_Work request_
Copy the lines below, word for word, from the first through the line containing "font-size:13px; font-weight:400; color:#767676". Leave the pictures out.

(Saved entries)
▼▼▼
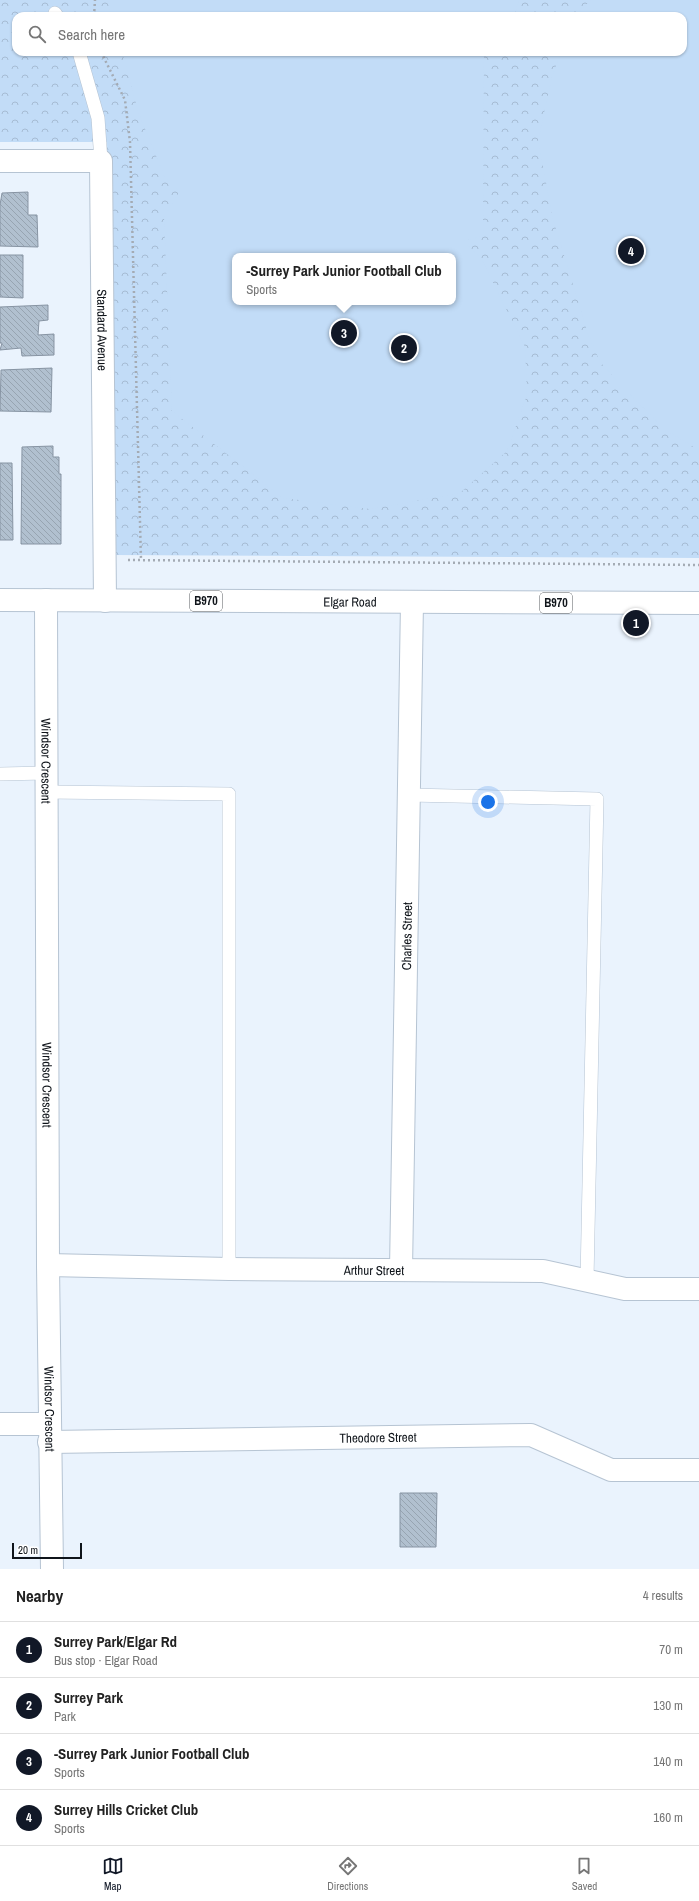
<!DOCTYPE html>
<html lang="en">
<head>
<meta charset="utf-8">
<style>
	body { margin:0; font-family:"Archivo Narrow",sans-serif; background:#f2f2f2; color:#222 }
	.scale { position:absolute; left:12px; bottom:10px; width:70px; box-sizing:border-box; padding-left:4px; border:2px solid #0f141a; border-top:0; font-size:11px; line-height:14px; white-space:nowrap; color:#0f141a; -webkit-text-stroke:3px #fff; paint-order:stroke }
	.you { position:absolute; left:488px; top:802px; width:14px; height:14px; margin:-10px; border:3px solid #fff; border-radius:50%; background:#1a73e8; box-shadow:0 0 0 6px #1a73e833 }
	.badge { display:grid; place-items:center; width:26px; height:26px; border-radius:50%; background:#111827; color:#fff; font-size:13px; font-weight:700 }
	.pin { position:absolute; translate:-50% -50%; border:2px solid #fff; box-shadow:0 1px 4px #0006 }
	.popup { position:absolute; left:232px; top:253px; width:224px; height:52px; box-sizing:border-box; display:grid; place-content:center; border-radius:8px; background:#fff; filter:drop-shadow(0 1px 3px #0005); font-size:13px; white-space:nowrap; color:#767676 }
	.popup b { font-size:15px; color:#222 }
	.popup::after { content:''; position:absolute; left:50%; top:100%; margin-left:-8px; border:8px solid transparent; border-top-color:#fff }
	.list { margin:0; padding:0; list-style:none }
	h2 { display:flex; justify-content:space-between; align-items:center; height:52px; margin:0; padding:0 16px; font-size:17px }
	h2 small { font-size:13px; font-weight:400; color:#767676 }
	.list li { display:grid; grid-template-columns:26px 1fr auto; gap:12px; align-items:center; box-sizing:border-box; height:56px; padding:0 16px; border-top:1px solid #e0e0e0 }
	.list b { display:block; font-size:15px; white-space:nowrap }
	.list p { margin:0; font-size:13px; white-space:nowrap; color:#767676 }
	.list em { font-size:13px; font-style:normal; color:#767676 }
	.icon { flex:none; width:22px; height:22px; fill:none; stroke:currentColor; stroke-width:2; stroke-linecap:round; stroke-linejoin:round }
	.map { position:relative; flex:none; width:699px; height:1569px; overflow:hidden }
	.search { position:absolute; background:#fff; box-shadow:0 1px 3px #0004; left:12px; right:12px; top:12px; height:44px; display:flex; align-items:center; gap:10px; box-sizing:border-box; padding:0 14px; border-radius:12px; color:#767676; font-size:15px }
	.sheet { height:276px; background:#fff }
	nav { display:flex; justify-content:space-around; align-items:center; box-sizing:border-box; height:56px; border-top:1px solid #e0e0e0; background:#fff; font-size:11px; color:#767676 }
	nav a { display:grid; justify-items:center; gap:2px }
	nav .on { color:#111827 }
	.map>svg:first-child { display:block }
	.park { fill:url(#park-crowns); fill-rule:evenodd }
	.pitch { fill:#c2dcf7; fill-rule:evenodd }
	.building { fill:url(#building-back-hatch); stroke:#8794a3 }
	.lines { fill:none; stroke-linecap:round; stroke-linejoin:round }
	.service-casing { stroke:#b6c4d3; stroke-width:14 }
	.minor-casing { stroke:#b6c4d3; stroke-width:24 }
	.primary-casing { stroke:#b6c4d3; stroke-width:24 }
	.path { stroke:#a4abb4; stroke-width:2.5; stroke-dasharray:2 3; stroke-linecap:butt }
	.service { stroke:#fff; stroke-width:13 }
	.minor { stroke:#fff; stroke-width:22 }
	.primary { stroke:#fff; stroke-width:22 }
	.labels { text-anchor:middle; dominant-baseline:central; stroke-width:3.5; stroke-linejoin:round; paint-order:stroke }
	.shield { fill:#fff; stroke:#575a5f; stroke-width:1 }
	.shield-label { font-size:12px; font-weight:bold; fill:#0f141a }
	.street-label { font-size:13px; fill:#0f141a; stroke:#fff }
</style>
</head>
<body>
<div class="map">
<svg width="699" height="1569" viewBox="0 0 699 1569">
	<defs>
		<pattern id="park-crowns" width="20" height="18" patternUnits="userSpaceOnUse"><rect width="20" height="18" fill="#c2dcf7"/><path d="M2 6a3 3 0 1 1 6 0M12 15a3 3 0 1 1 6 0" fill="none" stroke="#a6bcd3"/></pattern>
		<pattern id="building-back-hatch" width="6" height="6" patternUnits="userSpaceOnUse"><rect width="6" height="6" fill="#b1c0cf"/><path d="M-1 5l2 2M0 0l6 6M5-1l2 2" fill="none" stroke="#97a4b1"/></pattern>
	</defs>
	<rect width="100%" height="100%" fill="#eaf3fd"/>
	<path class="park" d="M0,0H699V558L111,555L107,142H0ZM16,16H683V52H16ZM235,256H453V302H235Z"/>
	<path class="pitch" d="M108,0H519L514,16H111Z
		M591,0H699V450L664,429L623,387L600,362L588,334L553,219L538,141L552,77L561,52H683V16H574Z
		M122,52H484L483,236L464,241L482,260L525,347L527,395L507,451L460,493L370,509L283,498L172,411L164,217L180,191L165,178L139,114ZM235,256H453V302H235Z"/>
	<path class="building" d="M28,192V215H37L38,247L0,246V205L2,193Z
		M0,255H23V298L0,297Z
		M48,305V320L39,321L38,335L54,334V355L22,356L21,348L0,350L2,343H0V307Z
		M52,368L51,412L0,411L1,370Z
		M53,446V457H59V474H61V544H21L22,447Z
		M0,463H12L13,540H0Z
		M400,1493H437L436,1547H400Z"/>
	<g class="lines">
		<g class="service-casing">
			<path id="service" d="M55,13L57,16
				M79,52L98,118L101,161
				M0,774L46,773
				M46,792L229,794V1269
				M409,795L597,799L587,1280"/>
		</g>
		<g class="minor-casing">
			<g id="minor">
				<path id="s1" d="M0,161H101L105,601"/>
				<path id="s2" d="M46,600L48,1265L52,1569"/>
				<path id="s3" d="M48,1265L229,1269L543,1271L625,1289H699"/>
				<path id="s4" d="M401,1270L412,602"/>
				<path d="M0,1424H49"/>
				<path id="s5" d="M49,1442L531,1435L611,1470H699"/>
			</g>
		</g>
		<g class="primary-casing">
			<g id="primary">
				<path id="s6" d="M0,600L699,603"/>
			</g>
		</g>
		<path class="path" d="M94,16L95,0
			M101,52L125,100L130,142L141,560
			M128,560L699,565"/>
		<use href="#service" class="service"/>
		<use href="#minor" class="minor"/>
		<use href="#primary" class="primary"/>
	</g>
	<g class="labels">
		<g class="shield">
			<rect x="190" y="591" width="32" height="20" rx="3"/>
			<rect x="540" y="593" width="32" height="20" rx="3"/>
		</g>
		<g class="shield-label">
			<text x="206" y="601">B970</text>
			<text x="556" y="603">B970</text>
		</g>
		<g class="street-label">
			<text stroke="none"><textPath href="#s1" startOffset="270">Standard Avenue</textPath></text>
			<text stroke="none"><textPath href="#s6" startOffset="350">Elgar Road</textPath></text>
			<text stroke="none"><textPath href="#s2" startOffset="161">Windsor Crescent</textPath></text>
			<text stroke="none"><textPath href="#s4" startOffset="334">Charles Street</textPath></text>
			<text stroke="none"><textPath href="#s2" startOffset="485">Windsor Crescent</textPath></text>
			<text stroke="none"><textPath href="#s3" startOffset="326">Arthur Street</textPath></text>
			<text stroke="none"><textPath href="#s2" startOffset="809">Windsor Crescent</textPath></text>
			<text stroke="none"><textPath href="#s5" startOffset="329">Theodore Street</textPath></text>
		</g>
	</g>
</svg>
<div class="scale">20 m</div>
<div class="you"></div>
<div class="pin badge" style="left:636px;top:623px">1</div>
<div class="pin badge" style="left:404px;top:348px">2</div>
<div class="pin badge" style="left:344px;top:333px">3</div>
<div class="popup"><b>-Surrey Park Junior Football Club</b>Sports</div>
<div class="pin badge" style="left:631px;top:251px">4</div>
<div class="search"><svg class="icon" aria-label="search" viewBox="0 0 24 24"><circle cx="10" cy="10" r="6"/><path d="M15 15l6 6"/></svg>Search here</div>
</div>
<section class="sheet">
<h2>Nearby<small>4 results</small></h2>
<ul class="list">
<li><span class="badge">1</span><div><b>Surrey Park/Elgar Rd</b><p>Bus stop · Elgar Road</p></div><em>70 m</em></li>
<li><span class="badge">2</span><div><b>Surrey Park</b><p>Park</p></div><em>130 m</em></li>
<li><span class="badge">3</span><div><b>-Surrey Park Junior Football Club</b><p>Sports</p></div><em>140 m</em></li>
<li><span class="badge">4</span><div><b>Surrey Hills Cricket Club</b><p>Sports</p></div><em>160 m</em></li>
</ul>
</section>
<nav>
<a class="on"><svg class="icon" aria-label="map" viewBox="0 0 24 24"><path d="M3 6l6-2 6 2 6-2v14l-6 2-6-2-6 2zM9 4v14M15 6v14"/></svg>Map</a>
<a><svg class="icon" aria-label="directions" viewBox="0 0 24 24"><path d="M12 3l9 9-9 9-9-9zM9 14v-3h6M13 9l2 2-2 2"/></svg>Directions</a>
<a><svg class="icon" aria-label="saved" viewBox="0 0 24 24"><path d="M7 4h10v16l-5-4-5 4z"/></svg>Saved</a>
</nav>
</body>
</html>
▲▲▲
_Result below_
<!DOCTYPE html>
<html lang="en">
<head>
<meta charset="utf-8">
<style>
	body { margin:0; font-family:"Archivo Narrow",sans-serif; background:#f2f2f2; color:#222 }
	.scale { position:absolute; left:12px; bottom:10px; width:70px; box-sizing:border-box; padding-left:4px; border:2px solid #0f141a; border-top:0; font-size:11px; line-height:14px; white-space:nowrap; color:#0f141a; -webkit-text-stroke:3px #fff; paint-order:stroke }
	.you { position:absolute; left:488px; top:802px; width:14px; height:14px; margin:-10px; border:3px solid #fff; border-radius:50%; background:#1a73e8; box-shadow:0 0 0 6px #1a73e833 }
	.badge { display:grid; place-items:center; width:26px; height:26px; border-radius:50%; background:#111827; color:#fff; font-size:13px; font-weight:700 }
	.pin { position:absolute; translate:-50% -50%; border:2px solid #fff; box-shadow:0 1px 4px #0006 }
	.popup { position:absolute; left:232px; top:253px; width:224px; height:52px; box-sizing:border-box; display:grid; place-content:center; border-radius:8px; background:#fff; filter:drop-shadow(0 1px 3px #0005); font-size:13px; white-space:nowrap; color:#767676 }
	.popup b { font-size:15px; color:#222 }
	.popup::after { content:''; position:absolute; left:50%; top:100%; margin-left:-8px; border:8px solid transparent; border-top-color:#fff }
	.list { margin:0; padding:0; list-style:none }
	h2 { display:flex; justify-content:space-between; align-items:center; height:52px; margin:0; padding:0 16px; font-size:17px }
	h2 small { font-size:13px; font-weight:400; color:#767676 }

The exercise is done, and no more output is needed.